## Work required
In the data below, the answer is the run of lines from the line containing "position:absolute; left:1527px; top:12px;" through the line containing "display:grid; place-items:center; width:44px;", both included; print it exactly and nothing else.
[[ Material for this exercise open ]]
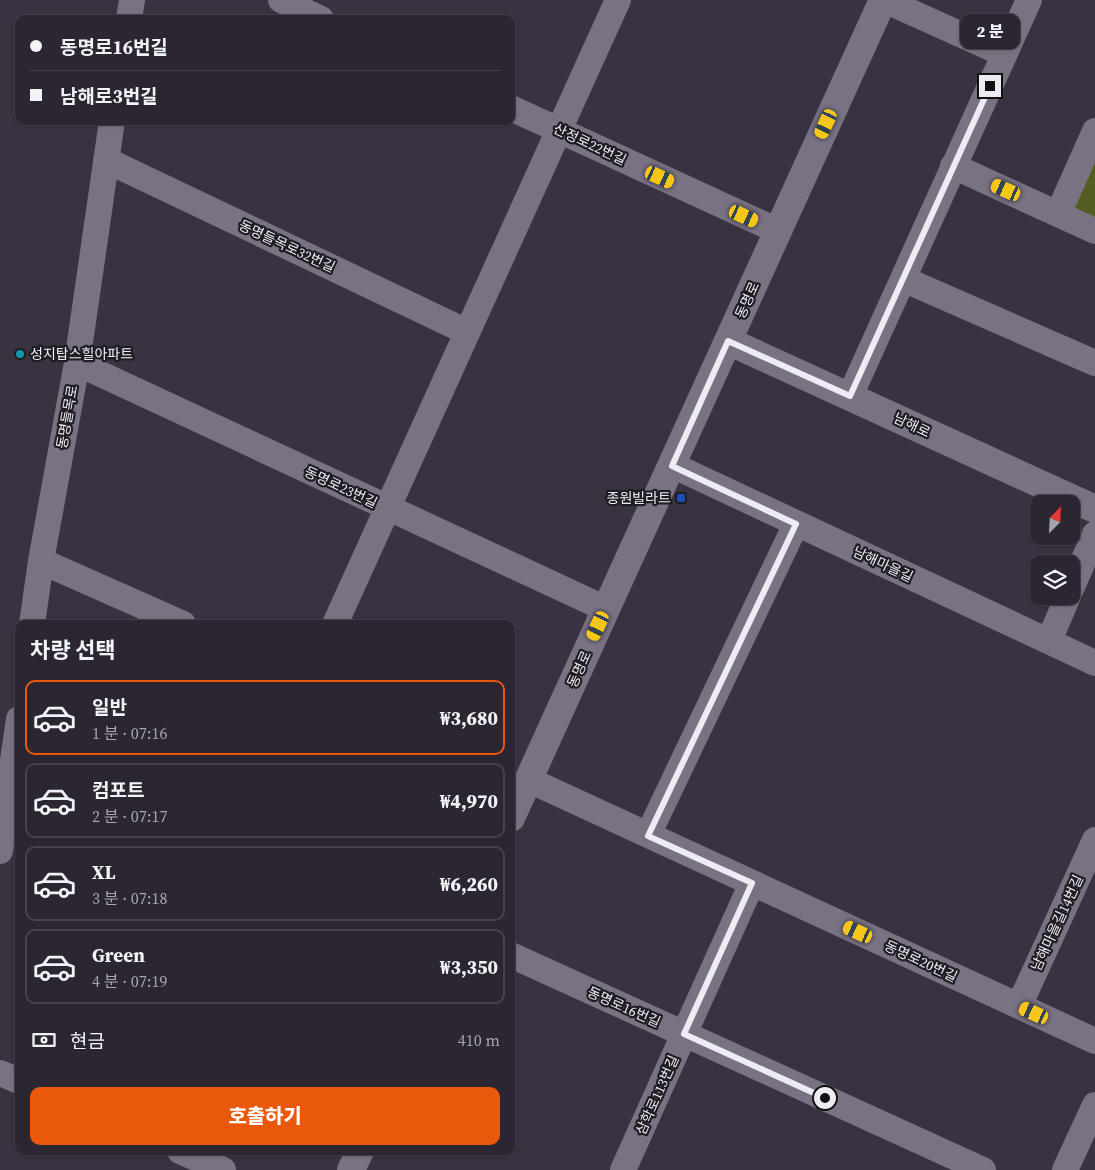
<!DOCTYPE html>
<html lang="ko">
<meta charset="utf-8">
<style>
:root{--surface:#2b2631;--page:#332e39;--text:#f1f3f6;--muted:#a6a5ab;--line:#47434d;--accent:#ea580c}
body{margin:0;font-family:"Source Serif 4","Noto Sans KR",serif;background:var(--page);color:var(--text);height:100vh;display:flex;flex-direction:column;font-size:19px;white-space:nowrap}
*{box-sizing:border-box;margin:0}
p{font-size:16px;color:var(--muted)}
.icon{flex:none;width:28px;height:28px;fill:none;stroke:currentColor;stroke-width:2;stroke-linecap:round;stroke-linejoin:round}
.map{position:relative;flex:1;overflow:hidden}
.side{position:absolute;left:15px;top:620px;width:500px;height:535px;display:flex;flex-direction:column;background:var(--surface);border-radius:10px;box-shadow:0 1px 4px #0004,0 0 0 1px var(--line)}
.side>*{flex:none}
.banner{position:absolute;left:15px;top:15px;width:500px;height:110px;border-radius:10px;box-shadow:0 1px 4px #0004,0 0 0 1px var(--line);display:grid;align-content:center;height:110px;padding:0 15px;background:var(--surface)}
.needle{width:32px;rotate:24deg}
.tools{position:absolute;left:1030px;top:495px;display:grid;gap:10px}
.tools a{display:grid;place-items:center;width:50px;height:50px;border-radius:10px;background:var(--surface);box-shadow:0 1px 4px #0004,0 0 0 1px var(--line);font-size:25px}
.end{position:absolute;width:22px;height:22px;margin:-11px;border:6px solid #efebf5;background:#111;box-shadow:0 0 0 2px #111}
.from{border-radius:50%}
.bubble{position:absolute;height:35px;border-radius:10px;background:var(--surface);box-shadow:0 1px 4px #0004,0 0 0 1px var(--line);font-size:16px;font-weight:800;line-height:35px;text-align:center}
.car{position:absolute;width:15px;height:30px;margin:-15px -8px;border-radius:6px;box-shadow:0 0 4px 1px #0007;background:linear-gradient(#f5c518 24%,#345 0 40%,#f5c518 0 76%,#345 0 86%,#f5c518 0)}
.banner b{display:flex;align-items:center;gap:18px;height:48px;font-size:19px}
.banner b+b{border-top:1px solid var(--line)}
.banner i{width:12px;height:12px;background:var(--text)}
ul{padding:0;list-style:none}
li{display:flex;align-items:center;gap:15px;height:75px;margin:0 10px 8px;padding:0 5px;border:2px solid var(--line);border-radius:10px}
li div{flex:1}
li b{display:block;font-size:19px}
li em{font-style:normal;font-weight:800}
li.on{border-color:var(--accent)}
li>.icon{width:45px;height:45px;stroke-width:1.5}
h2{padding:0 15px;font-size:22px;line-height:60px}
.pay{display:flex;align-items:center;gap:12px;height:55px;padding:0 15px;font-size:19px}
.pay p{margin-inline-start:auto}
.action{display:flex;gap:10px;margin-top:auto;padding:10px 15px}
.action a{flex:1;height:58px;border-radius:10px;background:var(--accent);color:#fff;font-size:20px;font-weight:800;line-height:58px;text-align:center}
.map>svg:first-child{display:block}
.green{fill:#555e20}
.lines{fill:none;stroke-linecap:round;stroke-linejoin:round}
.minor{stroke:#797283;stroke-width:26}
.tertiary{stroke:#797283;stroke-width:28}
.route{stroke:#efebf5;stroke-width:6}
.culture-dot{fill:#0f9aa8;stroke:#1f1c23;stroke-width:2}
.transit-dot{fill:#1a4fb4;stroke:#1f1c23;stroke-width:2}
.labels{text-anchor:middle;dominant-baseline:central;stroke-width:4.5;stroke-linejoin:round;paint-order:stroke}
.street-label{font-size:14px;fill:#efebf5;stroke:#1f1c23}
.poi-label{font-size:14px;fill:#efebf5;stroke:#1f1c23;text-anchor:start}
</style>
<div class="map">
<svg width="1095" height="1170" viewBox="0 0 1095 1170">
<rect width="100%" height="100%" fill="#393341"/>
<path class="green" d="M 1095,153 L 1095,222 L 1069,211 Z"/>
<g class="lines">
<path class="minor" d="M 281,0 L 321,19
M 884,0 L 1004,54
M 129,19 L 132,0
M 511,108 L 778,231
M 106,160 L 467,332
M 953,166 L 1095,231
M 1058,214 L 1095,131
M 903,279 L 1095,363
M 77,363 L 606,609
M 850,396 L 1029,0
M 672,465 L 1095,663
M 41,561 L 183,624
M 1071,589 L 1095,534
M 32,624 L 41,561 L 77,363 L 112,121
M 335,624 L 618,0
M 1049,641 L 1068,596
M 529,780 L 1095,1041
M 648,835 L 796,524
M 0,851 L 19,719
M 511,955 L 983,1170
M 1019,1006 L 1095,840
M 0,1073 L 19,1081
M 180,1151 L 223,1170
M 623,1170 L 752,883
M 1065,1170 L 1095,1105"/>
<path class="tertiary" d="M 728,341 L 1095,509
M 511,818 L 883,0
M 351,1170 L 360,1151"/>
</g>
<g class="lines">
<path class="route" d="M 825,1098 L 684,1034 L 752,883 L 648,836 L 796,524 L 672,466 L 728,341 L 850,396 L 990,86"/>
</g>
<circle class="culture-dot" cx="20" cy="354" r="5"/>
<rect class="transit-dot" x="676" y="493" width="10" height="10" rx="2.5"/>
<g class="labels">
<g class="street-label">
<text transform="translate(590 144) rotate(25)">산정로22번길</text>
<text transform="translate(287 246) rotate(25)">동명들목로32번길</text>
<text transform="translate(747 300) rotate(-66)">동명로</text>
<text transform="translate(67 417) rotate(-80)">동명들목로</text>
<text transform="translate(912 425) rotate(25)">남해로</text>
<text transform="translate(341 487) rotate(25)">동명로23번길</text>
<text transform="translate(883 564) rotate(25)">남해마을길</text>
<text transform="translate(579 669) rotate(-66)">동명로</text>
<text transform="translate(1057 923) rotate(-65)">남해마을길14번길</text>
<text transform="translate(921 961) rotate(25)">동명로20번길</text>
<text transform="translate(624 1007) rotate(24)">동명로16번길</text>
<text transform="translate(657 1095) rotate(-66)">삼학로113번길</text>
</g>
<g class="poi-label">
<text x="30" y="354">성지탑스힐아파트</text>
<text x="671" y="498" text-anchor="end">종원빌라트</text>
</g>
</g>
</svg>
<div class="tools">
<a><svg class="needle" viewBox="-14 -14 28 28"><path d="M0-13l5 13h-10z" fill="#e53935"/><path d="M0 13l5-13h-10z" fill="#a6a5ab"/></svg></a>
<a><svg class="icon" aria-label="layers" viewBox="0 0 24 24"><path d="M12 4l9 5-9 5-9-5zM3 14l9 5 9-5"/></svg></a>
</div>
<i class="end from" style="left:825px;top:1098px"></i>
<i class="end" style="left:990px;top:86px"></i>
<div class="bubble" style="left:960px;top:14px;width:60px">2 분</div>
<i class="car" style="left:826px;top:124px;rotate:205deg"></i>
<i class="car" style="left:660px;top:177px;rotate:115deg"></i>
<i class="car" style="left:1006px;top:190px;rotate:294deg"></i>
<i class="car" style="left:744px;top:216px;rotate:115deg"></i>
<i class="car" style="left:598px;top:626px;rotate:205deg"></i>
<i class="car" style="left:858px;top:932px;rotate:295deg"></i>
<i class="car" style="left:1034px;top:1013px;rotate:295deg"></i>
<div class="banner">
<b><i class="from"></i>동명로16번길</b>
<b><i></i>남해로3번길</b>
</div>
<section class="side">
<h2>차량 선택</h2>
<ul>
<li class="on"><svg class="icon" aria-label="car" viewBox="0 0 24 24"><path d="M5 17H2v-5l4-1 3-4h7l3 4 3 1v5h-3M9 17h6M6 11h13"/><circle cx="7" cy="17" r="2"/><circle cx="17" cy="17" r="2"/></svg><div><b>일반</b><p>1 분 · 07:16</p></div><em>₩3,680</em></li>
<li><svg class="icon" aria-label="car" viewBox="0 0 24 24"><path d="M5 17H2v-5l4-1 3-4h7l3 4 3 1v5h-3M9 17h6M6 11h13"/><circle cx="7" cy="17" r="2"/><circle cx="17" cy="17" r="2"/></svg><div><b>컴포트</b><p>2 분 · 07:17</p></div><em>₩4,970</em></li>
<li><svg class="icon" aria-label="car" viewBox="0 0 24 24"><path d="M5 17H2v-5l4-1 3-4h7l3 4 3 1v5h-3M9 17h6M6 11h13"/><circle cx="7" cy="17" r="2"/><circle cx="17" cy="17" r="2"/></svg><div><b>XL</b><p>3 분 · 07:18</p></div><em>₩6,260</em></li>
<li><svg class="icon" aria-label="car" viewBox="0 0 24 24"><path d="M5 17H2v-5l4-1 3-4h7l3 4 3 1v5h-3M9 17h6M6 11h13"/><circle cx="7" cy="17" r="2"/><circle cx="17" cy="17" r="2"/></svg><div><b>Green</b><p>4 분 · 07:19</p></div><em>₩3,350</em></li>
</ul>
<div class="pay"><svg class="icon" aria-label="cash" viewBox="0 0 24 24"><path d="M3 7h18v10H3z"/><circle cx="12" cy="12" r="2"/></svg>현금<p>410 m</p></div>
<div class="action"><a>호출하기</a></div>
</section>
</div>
[[ Material for this exercise closed ]]
[[ Material for this exercise open ]]
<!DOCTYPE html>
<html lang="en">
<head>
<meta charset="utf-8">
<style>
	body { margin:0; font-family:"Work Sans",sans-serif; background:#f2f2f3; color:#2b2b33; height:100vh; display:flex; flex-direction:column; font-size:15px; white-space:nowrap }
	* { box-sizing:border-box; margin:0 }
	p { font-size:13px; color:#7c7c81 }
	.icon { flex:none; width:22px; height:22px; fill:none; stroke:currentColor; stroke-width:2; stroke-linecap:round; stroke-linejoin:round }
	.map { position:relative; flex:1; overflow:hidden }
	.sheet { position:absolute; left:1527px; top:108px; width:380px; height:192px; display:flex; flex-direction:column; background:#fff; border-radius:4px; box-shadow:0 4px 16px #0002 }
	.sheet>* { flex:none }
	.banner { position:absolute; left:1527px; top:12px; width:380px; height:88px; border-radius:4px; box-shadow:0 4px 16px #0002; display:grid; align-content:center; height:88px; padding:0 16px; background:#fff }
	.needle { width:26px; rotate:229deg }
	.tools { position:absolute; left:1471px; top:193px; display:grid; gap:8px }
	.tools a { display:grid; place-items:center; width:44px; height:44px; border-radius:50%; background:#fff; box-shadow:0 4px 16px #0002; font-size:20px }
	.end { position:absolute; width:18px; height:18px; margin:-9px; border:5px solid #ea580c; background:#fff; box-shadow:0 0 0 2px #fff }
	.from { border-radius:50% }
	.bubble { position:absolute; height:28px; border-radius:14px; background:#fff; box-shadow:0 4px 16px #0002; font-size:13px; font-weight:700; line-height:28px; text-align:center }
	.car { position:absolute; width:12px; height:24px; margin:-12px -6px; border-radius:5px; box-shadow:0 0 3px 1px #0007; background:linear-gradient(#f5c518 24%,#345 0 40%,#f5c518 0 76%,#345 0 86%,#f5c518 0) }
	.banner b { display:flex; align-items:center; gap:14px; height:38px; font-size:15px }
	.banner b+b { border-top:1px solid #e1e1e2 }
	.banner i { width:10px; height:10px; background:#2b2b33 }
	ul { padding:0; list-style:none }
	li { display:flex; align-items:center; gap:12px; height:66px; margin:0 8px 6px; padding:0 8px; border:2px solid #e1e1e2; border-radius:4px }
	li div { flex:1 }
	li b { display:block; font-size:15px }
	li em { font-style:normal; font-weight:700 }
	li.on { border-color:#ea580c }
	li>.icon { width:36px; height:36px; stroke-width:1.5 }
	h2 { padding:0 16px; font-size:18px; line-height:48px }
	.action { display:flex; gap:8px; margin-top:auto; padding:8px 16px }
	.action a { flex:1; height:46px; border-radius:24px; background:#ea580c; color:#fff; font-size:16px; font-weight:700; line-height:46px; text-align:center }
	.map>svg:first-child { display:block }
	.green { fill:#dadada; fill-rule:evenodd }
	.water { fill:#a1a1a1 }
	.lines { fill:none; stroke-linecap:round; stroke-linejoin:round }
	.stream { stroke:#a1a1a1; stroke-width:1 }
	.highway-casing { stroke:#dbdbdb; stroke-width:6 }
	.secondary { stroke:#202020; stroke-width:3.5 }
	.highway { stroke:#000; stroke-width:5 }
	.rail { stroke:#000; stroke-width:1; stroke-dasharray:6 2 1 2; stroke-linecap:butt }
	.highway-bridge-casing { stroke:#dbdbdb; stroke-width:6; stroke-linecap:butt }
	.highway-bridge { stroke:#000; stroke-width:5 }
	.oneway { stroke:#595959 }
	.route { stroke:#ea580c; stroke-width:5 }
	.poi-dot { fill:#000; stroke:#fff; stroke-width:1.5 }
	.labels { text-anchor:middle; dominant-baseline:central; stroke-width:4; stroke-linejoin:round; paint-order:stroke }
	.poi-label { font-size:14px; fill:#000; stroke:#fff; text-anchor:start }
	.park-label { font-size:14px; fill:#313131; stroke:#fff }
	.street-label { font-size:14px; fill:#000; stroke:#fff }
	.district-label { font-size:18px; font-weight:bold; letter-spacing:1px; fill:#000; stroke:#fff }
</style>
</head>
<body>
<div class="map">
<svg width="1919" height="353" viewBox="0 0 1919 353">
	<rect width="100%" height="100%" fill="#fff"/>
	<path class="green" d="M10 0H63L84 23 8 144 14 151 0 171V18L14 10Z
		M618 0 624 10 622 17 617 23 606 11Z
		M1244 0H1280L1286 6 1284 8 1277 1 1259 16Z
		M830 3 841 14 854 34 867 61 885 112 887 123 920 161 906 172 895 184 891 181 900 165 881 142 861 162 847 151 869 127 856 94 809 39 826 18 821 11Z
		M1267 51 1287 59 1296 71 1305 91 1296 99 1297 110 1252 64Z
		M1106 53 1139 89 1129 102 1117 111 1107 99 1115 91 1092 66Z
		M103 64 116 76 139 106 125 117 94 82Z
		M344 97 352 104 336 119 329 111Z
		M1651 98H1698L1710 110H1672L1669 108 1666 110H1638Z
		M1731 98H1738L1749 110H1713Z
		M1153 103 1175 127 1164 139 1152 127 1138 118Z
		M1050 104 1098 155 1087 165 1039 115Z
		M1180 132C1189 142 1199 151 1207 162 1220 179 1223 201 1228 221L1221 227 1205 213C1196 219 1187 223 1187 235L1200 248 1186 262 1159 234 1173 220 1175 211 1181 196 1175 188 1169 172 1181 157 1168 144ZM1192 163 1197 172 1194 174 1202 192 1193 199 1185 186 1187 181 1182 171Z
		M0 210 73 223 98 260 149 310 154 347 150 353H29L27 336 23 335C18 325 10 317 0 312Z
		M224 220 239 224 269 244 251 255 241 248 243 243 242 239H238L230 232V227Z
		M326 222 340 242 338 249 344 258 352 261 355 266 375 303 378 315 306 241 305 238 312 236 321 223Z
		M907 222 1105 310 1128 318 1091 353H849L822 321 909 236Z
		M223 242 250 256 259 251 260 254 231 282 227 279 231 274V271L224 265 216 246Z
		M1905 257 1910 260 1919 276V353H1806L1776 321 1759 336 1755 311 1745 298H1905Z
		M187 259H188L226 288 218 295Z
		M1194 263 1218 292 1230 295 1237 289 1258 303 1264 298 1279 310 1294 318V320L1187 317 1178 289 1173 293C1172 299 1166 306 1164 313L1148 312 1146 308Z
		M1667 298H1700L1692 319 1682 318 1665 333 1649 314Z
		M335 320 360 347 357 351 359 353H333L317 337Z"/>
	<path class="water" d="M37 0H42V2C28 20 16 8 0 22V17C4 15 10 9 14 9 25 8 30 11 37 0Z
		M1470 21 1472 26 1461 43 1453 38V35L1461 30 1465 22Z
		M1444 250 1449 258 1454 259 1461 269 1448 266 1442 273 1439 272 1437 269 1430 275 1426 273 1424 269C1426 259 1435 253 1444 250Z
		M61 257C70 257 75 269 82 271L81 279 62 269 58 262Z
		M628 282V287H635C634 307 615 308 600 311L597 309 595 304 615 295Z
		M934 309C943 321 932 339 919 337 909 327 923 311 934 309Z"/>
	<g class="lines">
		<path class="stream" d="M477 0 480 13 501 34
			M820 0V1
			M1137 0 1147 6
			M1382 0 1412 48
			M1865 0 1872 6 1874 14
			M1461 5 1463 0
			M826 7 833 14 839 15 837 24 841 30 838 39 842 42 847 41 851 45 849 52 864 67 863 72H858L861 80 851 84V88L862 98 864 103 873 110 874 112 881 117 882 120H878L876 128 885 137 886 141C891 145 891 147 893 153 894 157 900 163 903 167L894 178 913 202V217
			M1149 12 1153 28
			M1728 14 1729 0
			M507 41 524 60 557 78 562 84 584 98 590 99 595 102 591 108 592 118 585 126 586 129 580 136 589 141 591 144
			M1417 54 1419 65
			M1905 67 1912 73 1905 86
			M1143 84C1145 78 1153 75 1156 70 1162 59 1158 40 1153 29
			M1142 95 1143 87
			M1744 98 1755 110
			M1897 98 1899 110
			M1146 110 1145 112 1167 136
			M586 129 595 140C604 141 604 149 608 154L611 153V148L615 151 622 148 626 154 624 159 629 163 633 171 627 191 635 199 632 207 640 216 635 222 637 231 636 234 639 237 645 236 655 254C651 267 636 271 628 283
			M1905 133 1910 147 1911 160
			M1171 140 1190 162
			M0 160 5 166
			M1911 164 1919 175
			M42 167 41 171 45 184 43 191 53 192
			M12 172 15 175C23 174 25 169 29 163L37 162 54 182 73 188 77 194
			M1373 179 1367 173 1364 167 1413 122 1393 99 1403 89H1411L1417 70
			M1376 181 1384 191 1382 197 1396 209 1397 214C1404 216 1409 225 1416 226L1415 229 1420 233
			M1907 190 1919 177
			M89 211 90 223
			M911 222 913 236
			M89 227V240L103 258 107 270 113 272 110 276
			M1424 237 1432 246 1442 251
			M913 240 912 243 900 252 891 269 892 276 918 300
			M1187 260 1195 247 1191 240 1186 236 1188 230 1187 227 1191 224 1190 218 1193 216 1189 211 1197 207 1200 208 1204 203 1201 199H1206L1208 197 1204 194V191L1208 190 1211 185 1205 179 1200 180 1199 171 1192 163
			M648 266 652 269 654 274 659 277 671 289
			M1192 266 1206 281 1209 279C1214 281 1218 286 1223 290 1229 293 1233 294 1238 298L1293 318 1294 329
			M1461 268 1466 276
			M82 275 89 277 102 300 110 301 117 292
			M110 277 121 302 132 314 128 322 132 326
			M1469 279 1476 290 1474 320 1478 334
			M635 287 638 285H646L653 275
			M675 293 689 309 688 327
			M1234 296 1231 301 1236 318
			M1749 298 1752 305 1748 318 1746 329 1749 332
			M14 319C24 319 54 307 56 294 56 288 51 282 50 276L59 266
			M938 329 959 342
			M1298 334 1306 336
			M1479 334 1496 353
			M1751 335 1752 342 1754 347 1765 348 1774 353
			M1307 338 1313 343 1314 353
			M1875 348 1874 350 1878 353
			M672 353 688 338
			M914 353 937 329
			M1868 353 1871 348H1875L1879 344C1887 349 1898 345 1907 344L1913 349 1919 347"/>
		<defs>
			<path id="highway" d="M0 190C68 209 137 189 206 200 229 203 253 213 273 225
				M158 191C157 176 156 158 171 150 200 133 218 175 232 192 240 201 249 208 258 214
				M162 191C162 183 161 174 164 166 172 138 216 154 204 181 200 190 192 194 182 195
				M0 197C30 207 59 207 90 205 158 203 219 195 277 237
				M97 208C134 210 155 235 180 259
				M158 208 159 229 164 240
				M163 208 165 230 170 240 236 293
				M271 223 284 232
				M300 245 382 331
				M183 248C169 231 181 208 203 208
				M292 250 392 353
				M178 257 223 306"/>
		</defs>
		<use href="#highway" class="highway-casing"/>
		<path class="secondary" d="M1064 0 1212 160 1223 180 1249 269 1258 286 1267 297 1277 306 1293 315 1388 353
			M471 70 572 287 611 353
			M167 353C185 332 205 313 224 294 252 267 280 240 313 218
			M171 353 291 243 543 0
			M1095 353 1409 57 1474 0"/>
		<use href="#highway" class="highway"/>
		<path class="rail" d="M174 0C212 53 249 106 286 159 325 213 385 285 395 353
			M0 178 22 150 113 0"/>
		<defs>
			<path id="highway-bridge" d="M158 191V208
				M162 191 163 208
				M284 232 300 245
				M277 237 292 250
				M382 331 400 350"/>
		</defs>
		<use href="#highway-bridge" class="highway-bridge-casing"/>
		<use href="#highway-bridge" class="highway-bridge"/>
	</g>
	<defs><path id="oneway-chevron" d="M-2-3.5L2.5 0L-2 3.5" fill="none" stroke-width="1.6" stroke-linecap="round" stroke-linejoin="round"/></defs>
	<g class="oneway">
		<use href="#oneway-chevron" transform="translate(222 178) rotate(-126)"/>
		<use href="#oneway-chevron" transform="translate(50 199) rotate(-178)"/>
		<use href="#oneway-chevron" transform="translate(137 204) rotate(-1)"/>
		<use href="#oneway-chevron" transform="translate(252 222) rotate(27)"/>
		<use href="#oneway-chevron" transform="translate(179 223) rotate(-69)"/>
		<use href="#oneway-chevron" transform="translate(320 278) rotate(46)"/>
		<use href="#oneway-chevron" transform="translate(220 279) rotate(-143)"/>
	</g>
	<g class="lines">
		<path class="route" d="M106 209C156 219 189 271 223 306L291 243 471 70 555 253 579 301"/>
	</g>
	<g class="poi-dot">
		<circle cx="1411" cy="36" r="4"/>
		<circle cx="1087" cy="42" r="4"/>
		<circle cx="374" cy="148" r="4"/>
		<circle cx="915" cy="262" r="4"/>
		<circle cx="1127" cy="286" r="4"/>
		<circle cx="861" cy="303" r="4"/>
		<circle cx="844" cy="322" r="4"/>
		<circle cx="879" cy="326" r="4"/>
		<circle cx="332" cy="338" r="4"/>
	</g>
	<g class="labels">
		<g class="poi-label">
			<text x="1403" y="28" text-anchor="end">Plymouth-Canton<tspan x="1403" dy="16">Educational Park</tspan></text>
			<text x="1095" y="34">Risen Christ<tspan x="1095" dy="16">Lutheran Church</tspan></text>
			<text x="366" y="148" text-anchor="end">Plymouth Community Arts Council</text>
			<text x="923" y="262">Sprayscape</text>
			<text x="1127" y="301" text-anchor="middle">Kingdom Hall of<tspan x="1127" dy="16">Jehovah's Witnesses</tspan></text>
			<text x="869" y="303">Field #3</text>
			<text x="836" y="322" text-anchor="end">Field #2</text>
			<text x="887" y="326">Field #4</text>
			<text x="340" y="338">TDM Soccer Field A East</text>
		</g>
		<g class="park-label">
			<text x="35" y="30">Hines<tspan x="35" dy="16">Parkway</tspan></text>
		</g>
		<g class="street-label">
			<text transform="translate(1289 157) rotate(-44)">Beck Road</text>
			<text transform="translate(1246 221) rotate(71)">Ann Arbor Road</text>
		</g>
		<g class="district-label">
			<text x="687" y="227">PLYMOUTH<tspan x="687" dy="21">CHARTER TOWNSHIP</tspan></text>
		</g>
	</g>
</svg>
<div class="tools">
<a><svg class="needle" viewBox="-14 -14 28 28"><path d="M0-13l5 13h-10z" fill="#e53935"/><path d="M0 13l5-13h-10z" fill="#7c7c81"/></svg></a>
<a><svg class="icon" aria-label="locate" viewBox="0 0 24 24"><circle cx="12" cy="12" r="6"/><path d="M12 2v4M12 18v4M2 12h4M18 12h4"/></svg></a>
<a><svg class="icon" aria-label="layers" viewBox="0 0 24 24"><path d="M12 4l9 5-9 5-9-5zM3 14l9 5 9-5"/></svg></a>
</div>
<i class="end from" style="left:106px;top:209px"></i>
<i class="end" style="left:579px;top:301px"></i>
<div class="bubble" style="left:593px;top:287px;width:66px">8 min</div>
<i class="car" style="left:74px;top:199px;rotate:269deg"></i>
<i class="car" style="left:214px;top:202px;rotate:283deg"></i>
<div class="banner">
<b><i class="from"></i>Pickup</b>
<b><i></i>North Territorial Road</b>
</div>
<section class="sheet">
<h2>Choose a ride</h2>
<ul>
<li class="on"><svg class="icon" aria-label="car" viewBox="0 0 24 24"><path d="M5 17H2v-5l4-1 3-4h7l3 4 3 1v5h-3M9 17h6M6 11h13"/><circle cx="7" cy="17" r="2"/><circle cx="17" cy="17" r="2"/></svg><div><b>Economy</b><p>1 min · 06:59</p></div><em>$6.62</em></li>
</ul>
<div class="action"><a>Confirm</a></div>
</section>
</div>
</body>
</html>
[[ Material for this exercise closed ]]
## Written answer
	.banner { position:absolute; left:1527px; top:12px; width:380px; height:88px; border-radius:4px; box-shadow:0 4px 16px #0002; display:grid; align-content:center; height:88px; padding:0 16px; background:#fff }
	.needle { width:26px; rotate:229deg }
	.tools { position:absolute; left:1471px; top:193px; display:grid; gap:8px }
	.tools a { display:grid; place-items:center; width:44px; height:44px; border-radius:50%; background:#fff; box-shadow:0 4px 16px #0002; font-size:20px }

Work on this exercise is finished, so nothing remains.